● The task: From the line with "border:9px solid #d22;" to the line with "flex:1; display:grid; gap:9px;", retype every line exactly, including those two, and leave out the rest of the data below.

● Data shown:
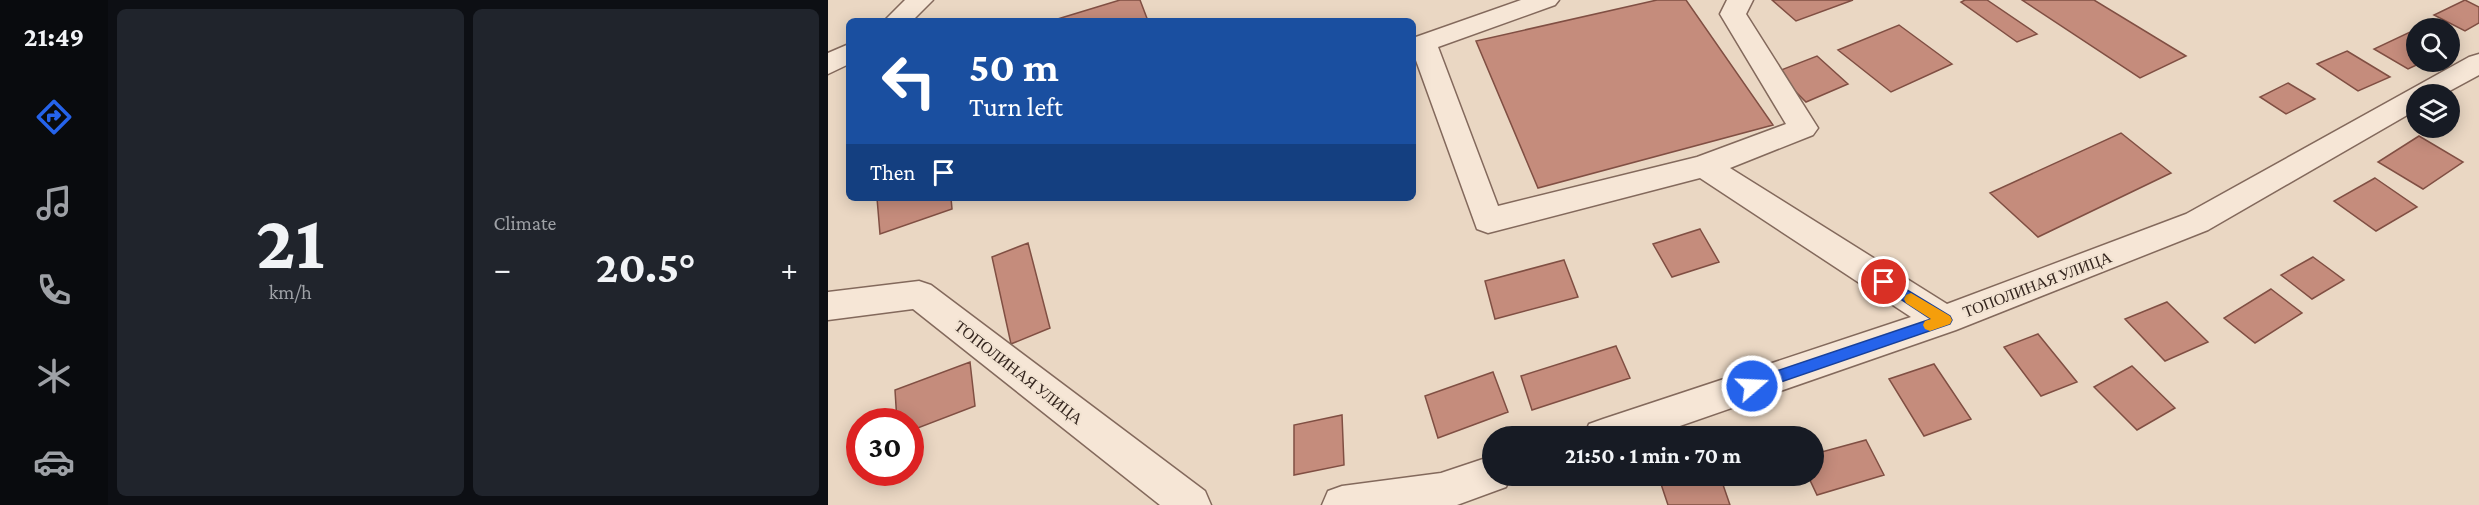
<!DOCTYPE html>
<html lang="en">
<head>
<meta charset="utf-8">
<style>
	body { margin:0; font-family:"Crimson Pro",serif; background:#20242c; color:#f1f3f6; height:100vh; display:flex; flex-direction:column; font-size:22px; white-space:nowrap }
	* { box-sizing:border-box; margin:0 }
	p { font-size:20px; color:#9ea1a6 }
	.icon { flex:none; width:33px; height:33px; fill:none; stroke:currentColor; stroke-width:2; stroke-linecap:round; stroke-linejoin:round }
	.map { position:relative; flex:1; overflow:hidden }
	.sheet { display:flex; flex-direction:column; gap:9px; padding:9px; background:#0d0f14; width:720px }
	.sheet>* { flex:none }
	.hud { position:absolute; left:18px; top:18px; width:570px; height:183px; border-radius:9px; box-shadow:0 3px 15px #0003; background:#1a4fa0; color:#fff; overflow:hidden }
	.tools { position:absolute; left:1578px; top:18px; display:grid; gap:12px }
	.tools a { display:grid; place-items:center; width:54px; height:54px; border-radius:50%; background:#171b24; box-shadow:0 3px 15px #0003; font-size:30px }
	.speed { position:absolute; left:18px; top:408px; display:flex; gap:12px; font-size:30px; font-weight:700; text-align:center }
	.speed>* { display:grid; place-content:center; width:78px; height:78px; border-radius:50%; background:#171b24; box-shadow:0 3px 15px #0003; line-height:1 }
	.speed .limit { border:9px solid #d22; background:#fff; color:#111 }
	.pin { position:absolute; display:grid; place-items:center; width:51px; height:51px; color:#fff; margin:-26px; border:3px solid #fff; border-radius:50%; box-shadow:0 2px 6px #0007 }
	.me { position:absolute; width:66px; margin:-33px; rotate:71deg; stroke-linejoin:round; filter:drop-shadow(0 0 4px #0008) }
	.turn { display:flex; align-items:center; gap:21px; height:126px; padding:0 24px; font-size:27px }
	.turn .icon { width:78px; height:78px; stroke-width:2.5 }
	.turn b { display:block; font-size:42px; line-height:51px }
	.then { display:flex; align-items:center; height:57px; padding:0 24px; background:#0003; gap:12px; font-size:22px }
	.big { font-size:45px; font-weight:700; line-height:1.1 }
	.sheet .card { flex:1; display:flex; flex-direction:column; justify-content:center; gap:9px; min-width:0; padding:0 21px; border-radius:9px; background:#20242c }
	.sheet .dial { align-items:center; gap:0 }
	.dial b { font-size:78px; line-height:1 }
	.heat { display:flex; justify-content:space-between; align-items:center; font-size:33px; direction:ltr }
	.sheet .tiles { flex:1; display:grid; gap:9px; grid-template-columns:repeat(2,1fr) }
	.trip { position:absolute; left:654px; top:426px; width:342px; height:60px; border-radius:30px; background:#171b24; box-shadow:0 3px 15px #0003; font-weight:700; line-height:60px; text-align:center }
	main { display:flex; flex:1; min-height:0 }
	.menu { display:flex; flex-direction:column; width:108px; justify-content:space-around; align-items:center; background:#090b0e; color:#9ea1a6 }
	.menu .icon { width:42px; height:42px }
	.menu .active { color:#2563eb }
	.menu b { font-size:27px; color:#f1f3f6 }
	.map>svg:first-child { display:block }
	.building { fill:#c58c7c; stroke:#804f43; stroke-width:1.5 }
	.lines { fill:none; stroke-linecap:round; stroke-linejoin:round }
	.minor-casing { stroke:#83695c; stroke-width:3 }
	.minor { fill:#f6e6d6; fill-rule:evenodd }
	.route { fill:#2563eb; stroke:#184099; stroke-width:1.5 }
	.slow { fill:#f59e0b }
	.labels { text-anchor:middle; stroke-width:4.5; stroke-linejoin:round; paint-order:stroke }
	.street-label { font-size:16px; fill:#34251e; stroke:#f2e3d2 }
</style>
</head>
<body>
<main>
<nav class="menu">
<b>21:49</b>
<svg class="icon active" aria-label="directions" viewBox="0 0 24 24"><path d="M12 3l9 9-9 9-9-9zM9 14v-3h6M13 9l2 2-2 2"/></svg>
<svg class="icon" aria-label="music" viewBox="0 0 24 24"><path d="M9 18V5l10-2v13"/><circle cx="6" cy="18" r="3"/><circle cx="16" cy="16" r="3"/></svg>
<svg class="icon" aria-label="phone" viewBox="0 0 24 24"><path d="M5 4h4l2 5-3 2q2 4 5 5l2-3 5 2v4C11 20 4 13 5 4z"/></svg>
<svg class="icon" aria-label="climate" viewBox="0 0 24 24"><path d="M12 3v18M4 7l16 10M4 17L20 7"/></svg>
<svg class="icon" aria-label="car" viewBox="0 0 24 24"><path d="M5 17H2v-5l4-1 3-4h7l3 4 3 1v5h-3M9 17h6M6 11h13"/><circle cx="7" cy="17" r="2"/><circle cx="17" cy="17" r="2"/></svg>
</nav>
<section class="sheet">
<div class="tiles">
<div class="card dial"><b>21</b><p>km/h</p></div>
<div class="card"><p>Climate</p>
<div class="heat"><a>−</a><b class="big">20.5°</b><a>+</a></div>
</div>
</div>
</section>
<div class="map">
<svg width="1651" height="505" viewBox="0 0 1651 505">
	<rect width="100%" height="100%" fill="#ead7c3"/>
	<!-- building -->
	<path class="building" d="M292 0H312L320 21H223Z
		M829 0H858L945 125 710 188 648 41Z
		M944 0H1025L968 21Z
		M1137 0H1159L1209 34 1189 42 1133 2Z
		M1194 0H1266L1358 56 1312 78Z
		M1637 0 1651 7V23L1637 31 1606 15Z
		M1071 25 1124 64 1063 92 1010 50Z
		M1582 32 1588 36V62H1595L1580 69 1546 49Z
		M1519 51 1562 77 1530 91 1489 64Z
		M989 56 1020 84 978 102 948 72Z
		M1460 83 1487 99 1458 114 1432 97Z
		M1293 133 1343 173 1210 237 1162 193Z
		M1591 136 1635 162 1595 189 1550 162Z
		M1547 178 1589 207 1548 231 1506 201Z
		M49 198H123L124 209 52 234Z
		M872 229 891 262 844 277 825 244Z
		M200 243 222 328 183 344 164 257Z
		M1485 257 1516 280 1484 299 1453 275Z
		M736 260 750 297 667 319 657 281Z
		M1443 289 1474 313 1427 343 1396 318Z
		M1339 302 1380 342 1337 361 1297 319Z
		M1210 334 1249 382 1213 396 1176 347Z
		M788 346 802 378 704 410 693 376Z
		M142 362 147 406 82 431V422H69L67 390Z
		M1106 364 1143 419 1096 436 1061 379Z
		M1304 366 1347 408 1309 430 1266 387Z
		M665 372 680 412 610 438 597 396Z
		M514 415 516 465 466 475V425Z
		M1038 440 1056 475 989 495 980 476H986V454Z
		M866 476H892L902 505H840L833 484Z"/>
	<g class="lines">
		<defs>
			<path id="minor" d="M77 0H105L84 21H56Z
				M693 0H731L727 5 610 47 670 206 869 157 958 124 892 14 899 0H925L918 14 990 128 985 135 902 168 1119 304 1358 214 1641 57 1651 54V75L1616 94H1588V110L1380 230 1128 330 823 436H756L761 424 775 419 1083 317 872 178 660 233 649 229 585 52V38Z
				M21 44V64L0 74V53Z
				M91 281 103 285 377 491 383 505H332L85 309 0 320V292Z
				M664 456V476H683L678 487 629 505H494L500 491 514 486 613 473Z"/>
		</defs>
		<!-- minor casing -->
		<use href="#minor" class="minor-casing"/>
		<!-- minor -->
		<use href="#minor" class="minor"/>
	</g>
	<!-- route -->
	<path class="route" d="M1056 276 1122 316 1124 320 1122 324 924 392 919 390 917 386 919 381 1103 319 1051 285 1049 282Z"/>
	<!-- slow -->
	<path class="slow" d="M1083 293 1122 316 1124 320 1122 324 1102 331 1097 329 1095 325 1097 321 1103 319 1078 303 1076 299 1078 295Z"/>
	<g class="labels">
		<!-- street labels -->
		<g class="street-label">
			<text transform="translate(1209 284) rotate(-21)" y="6">ТОПОЛИНАЯ УЛИЦА</text>
			<text transform="translate(191 372) rotate(38)" y="6">ТОПОЛИНАЯ УЛИЦА</text>
		</g>
	</g>
</svg>
<div class="tools">
<a><svg class="icon" aria-label="search" viewBox="0 0 24 24"><circle cx="10" cy="10" r="6"/><path d="M15 15l6 6"/></svg></a>
<a><svg class="icon" aria-label="layers" viewBox="0 0 24 24"><path d="M12 4l9 5-9 5-9-5zM3 14l9 5 9-5"/></svg></a>
</div>
<div class="speed"><div class="limit">30</div></div>
<div class="pin" style="left:1056px;top:282px;background:#d93025"><svg class="icon" aria-label="arrive" viewBox="0 0 24 24"><path d="M6 21V4h12l-3 4 3 4H6"/></svg></div>
<svg class="me" style="left:924px;top:386px" viewBox="-20 -20 40 40"><circle r="17" fill="#2563eb" stroke="#fff" stroke-width="3"/><path d="M0-11L8 9 0 5-8 9z" fill="#fff"/></svg>
<div class="trip">21:50 · 1 min · 70 m</div>
<div class="hud">
<div class="turn"><svg class="icon" aria-label="left" viewBox="0 0 24 24"><path d="M17 20v-9H6M10 6l-5 5 5 5"/></svg><div><b>50 m</b>Turn left</div></div>
<div class="then">Then<svg class="icon" aria-label="arrive" viewBox="0 0 24 24"><path d="M6 21V4h12l-3 4 3 4H6"/></svg></div>
</div>
</div>
</main>
</body>
</html>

● Finished task:
	.speed .limit { border:9px solid #d22; background:#fff; color:#111 }
	.pin { position:absolute; display:grid; place-items:center; width:51px; height:51px; color:#fff; margin:-26px; border:3px solid #fff; border-radius:50%; box-shadow:0 2px 6px #0007 }
	.me { position:absolute; width:66px; margin:-33px; rotate:71deg; stroke-linejoin:round; filter:drop-shadow(0 0 4px #0008) }
	.turn { display:flex; align-items:center; gap:21px; height:126px; padding:0 24px; font-size:27px }
	.turn .icon { width:78px; height:78px; stroke-width:2.5 }
	.turn b { display:block; font-size:42px; line-height:51px }
	.then { display:flex; align-items:center; height:57px; padding:0 24px; background:#0003; gap:12px; font-size:22px }
	.big { font-size:45px; font-weight:700; line-height:1.1 }
	.sheet .card { flex:1; display:flex; flex-direction:column; justify-content:center; gap:9px; min-width:0; padding:0 21px; border-radius:9px; background:#20242c }
	.sheet .dial { align-items:center; gap:0 }
	.dial b { font-size:78px; line-height:1 }
	.heat { display:flex; justify-content:space-between; align-items:center; font-size:33px; direction:ltr }
	.sheet .tiles { flex:1; display:grid; gap:9px; grid-template-columns:repeat(2,1fr) }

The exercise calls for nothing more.